In rugby union, a citing commissioner is an independent official, appointed by the competition organizer, the union in which the match is taking place, or the World Rugby, who is responsible for citing players who commit any act of foul play which in the opinion of the Citing Commissioner warranted the player concerned being Ordered Off (Red card).

Citing Commissioners may cite Players for an act(s) of foul play where such act(s) may have been detected by the referee or assistant referee and which may have been the subject of referee action. A Citing Commissioner may not cite a Player for an act(s) of Foul Play in respect of which the Player has been Ordered Off save where the Ordering Off is as a result of two yellow cards. A Player in that situation may also be cited for the act(s) of Foul Play which resulted in either or both yellow card(s).

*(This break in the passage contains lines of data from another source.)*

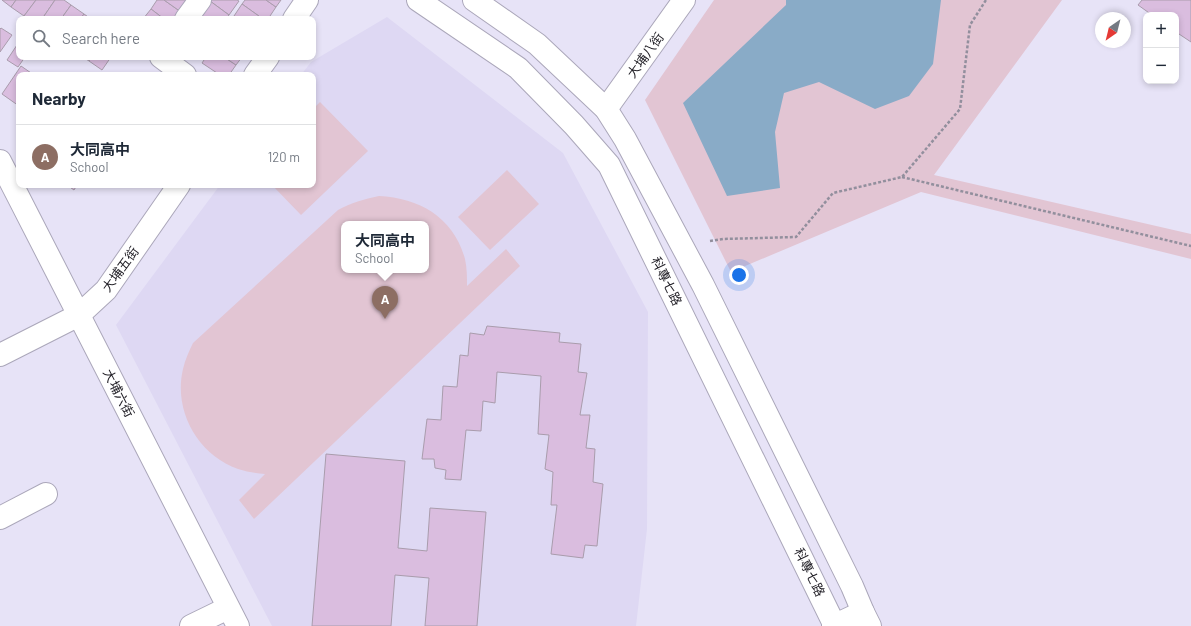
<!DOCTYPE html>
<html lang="en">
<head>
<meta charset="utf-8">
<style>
  :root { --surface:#fff; --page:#f6f6f7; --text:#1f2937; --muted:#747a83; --line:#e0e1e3; --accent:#2563eb }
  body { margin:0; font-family:Barlow,"Noto Sans TC",sans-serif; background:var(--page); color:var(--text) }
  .controls { position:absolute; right:12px; top:12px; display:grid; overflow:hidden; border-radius:8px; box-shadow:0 2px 6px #0003 }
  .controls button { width:36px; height:36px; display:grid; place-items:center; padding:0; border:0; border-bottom:1px solid var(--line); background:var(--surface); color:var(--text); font:20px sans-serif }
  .compass { position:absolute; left:1095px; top:12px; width:36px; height:36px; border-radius:50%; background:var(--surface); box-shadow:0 2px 6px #0003; rotate:215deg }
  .you { position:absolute; left:739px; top:275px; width:14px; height:14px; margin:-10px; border:3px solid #fff; border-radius:50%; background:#1a73e8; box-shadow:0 0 0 6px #1a73e833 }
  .badge { display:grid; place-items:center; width:26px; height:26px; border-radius:50%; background:var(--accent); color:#fff; font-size:13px; font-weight:700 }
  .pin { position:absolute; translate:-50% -33px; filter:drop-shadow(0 1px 2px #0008) }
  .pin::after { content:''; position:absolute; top:21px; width:14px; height:12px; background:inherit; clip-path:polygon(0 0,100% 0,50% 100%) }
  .popup { position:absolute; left:341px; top:221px; width:88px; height:52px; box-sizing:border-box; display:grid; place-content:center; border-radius:8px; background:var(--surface); filter:drop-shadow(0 1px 3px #0005); font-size:13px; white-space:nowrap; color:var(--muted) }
  .popup b { font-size:15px; color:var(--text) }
  .popup::after { content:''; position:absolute; left:50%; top:100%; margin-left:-8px; border:8px solid transparent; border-top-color:var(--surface) }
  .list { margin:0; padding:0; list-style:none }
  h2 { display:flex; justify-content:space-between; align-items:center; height:52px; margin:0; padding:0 16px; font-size:17px }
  h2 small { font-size:13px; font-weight:400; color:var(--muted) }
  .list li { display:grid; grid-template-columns:26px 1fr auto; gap:12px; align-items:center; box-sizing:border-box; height:64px; padding:0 16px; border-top:1px solid var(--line) }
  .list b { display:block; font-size:15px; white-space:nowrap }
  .list p { margin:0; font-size:13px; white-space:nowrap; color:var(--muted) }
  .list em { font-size:13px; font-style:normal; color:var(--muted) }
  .icon { flex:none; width:22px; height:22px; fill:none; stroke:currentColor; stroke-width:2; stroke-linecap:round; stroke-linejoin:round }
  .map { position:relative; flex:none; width:1191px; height:626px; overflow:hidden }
  .search { position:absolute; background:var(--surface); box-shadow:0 2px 6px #0003; left:16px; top:16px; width:300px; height:44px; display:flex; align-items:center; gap:10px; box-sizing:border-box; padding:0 14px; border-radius:8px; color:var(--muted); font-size:15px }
  .panel { position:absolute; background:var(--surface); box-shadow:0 2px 6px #0003; left:16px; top:72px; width:300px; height:116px; border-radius:8px }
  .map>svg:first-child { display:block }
</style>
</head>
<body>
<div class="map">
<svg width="1191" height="626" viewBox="0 0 1191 626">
  <rect width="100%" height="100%" fill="#e7e3f7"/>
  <path fill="#ded8f3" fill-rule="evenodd" d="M387,17L563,153L648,312L647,529L636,626H272L116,325L220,185H313V75H301L311,62ZM344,224H426V270H344Z"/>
  <g fill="#e2c5d3" fill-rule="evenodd">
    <path d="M714,0H1062L934,175L1191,234V259L921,192L731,272L645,100Z"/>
    <path d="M320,102L368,151L301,215L272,185H313V109Z"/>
    <path d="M507,170L539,204L490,250L458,217Z"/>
    <path d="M379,196C420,198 454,218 465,259C467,268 467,277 467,286L506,249L520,266L254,519L239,500L265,474C256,473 247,472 238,469C198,455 173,411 183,369C185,360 189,351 193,343L338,210C351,203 364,199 379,196ZM344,224H426V270H344Z"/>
  </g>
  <path fill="#89abc7" d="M786,0H941L933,64L909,96L875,109L819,82L784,93L775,132L780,188L727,196L683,103L786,5Z"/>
  <g fill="#dabddf" stroke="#a99cac">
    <path d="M2,0H16L11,7Z"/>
    <path d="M16,0H36L24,16L11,7Z"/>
    <path d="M36,0H55L42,19H29L24,16Z"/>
    <path d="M55,0H64L71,5L61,19H42Z"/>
    <path d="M157,0H164L181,12L175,19H164L151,9Z"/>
    <path d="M164,0H189L181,12Z"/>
    <path d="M210,0H237L239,1L229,15L210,1Z"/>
    <path d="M245,0H266L276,7L268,19H263L242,4Z"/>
    <path d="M266,0H281L276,7Z"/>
    <path d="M1142,0H1191V42L1176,32V15H1152L1138,5Z"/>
    <path d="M210,1L229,15L226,19H206L200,15Z"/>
    <path d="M242,4L263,19H232Z"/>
    <path d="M71,5L84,14L80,19H61Z"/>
    <path d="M151,9L164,19H143Z"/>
    <path d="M84,14L91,19H80Z"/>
    <path d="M1,28L12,35L0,52V29Z"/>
    <path d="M19,42V57H25L18,67L7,60Z"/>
    <path d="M83,57H92L89,61Z"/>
    <path d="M92,57H111L102,70L89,61Z"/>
    <path d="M206,57H224L236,65L229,75H220L202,63Z"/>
    <path d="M224,57H242L236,65Z"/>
    <path d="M21,66L34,75H19V106L2,94Z"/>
    <path d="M67,185H77L74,190Z"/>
    <path d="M487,326L560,333L559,342L581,344L578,372L587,373L580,415H590L586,448L595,449L593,482L603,484L597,546L585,545L583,558L551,554L557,505H551L553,472L545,469L549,435L538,434L541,376L497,372L495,403L483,401L481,431L466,430L461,480L445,479L446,470L435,468L434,459H422L427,419L441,420L443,386L457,387L460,355L468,356L470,333L484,335Z"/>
    <path d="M326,454L405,461L398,548L427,551L430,508L486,512L477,626H425L429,578L395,575L391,626H312Z"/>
  </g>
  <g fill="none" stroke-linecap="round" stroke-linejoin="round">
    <defs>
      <g id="street">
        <path d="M186,19L200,0"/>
        <path d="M294,19L307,0"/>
        <path d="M161,57L185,75"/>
        <path d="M255,75L268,57"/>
        <path d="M606,109L684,0"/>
        <path d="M0,161L238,626"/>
        <path d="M0,355L79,315L106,290L179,185"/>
        <path d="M0,518L46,494"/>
        <path d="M191,626L228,608"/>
        <path d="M833,626L863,612"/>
      </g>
      <g id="secondary">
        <path d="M418,0L518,68L574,125L609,165L835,626"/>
        <path d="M474,0L537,44L606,109L625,139L703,285L852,586L863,612L870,626"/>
      </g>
    </defs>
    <use href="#street" stroke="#aba7ba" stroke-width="24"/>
    <use href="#secondary" stroke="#aba7ba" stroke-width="24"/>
    <g stroke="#928f9d" stroke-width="2.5" stroke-dasharray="3 2" stroke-linecap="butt">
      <path d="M902,177L1191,246"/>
      <path d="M710,241L723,239L796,237L833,193L902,177L960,109L970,25L986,0"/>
    </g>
    <use href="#street" stroke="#fff" stroke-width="22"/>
    <use href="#secondary" stroke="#fff" stroke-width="22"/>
  </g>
  <g text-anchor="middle" stroke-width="4" stroke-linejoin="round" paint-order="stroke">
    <g font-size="13" fill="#232128" stroke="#fff">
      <text transform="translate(645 55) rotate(-54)" y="5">大埔八街</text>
      <text transform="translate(120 269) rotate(-54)" y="5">大埔五街</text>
      <text transform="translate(667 281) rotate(64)" y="5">科專七路</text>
      <text transform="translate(119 393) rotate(63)" y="5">大埔六街</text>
      <text transform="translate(810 572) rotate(64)" y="5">科專七路</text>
    </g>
  </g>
</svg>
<div class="controls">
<button>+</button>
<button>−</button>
</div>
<svg class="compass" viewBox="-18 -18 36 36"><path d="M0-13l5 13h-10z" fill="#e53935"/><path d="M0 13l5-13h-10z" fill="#747a83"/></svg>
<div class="you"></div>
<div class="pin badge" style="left:385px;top:319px;background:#8d6e63">A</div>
<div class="popup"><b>大同高中</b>School</div>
<div class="search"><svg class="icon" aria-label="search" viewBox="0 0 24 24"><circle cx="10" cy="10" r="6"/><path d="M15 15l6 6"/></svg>Search here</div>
<section class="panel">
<h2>Nearby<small></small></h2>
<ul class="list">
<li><span class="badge" style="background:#8d6e63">A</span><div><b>大同高中</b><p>School</p></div><em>120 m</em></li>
</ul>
</section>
</div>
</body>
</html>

Citing Commissioners may cite a Player if he has been Temporarily Suspended (Yellow card). Such citing may be made in respect of the incident(s) for which the Player was Temporarily Suspended or otherwise. A citing complaint by a Citing Commissioner
must be sent in writing to the nominated officer of the Host Union or Tournament Organiser responsible for the Match in which the incident that is the subject of the citing complaint occurred within ordinarily a minimum of 12 hours and no later than a
maximum of 48 hours of the conclusion of the Match.

Teams may bring offences to the attention of the citing commissioner for review. The citing commissioner may cite a player even if the referee has already dealt with the issue (except where the player has been Ordered Off). Where there is no Citing Commissioner appointed, each team participating in a Match, or any of its authorised officials, or its Union, may cite:
(i) a Player(s) for an act(s) of alleged Foul Play committed during that Match provided that such act(s) have not been detected by the Match Officials;
(ii) a Player for more than one incident of alleged Foul Play in the same Match; and
(iii) more than one Player in any Match. 
Citing complaints must be notified within 48 hours of the conclusion of the match

A player who is cited is called to a hearing to show cause why he should not be treated as having been sent off for the alleged offence. The player is entitled to be represented. The hearing usually takes place before three independent persons nominated by the union or the competition organizer, and is generally convened within a week of the match in question. If the offence is proven, the panel issues a penalty, usually in the form of a suspension for a number of weeks.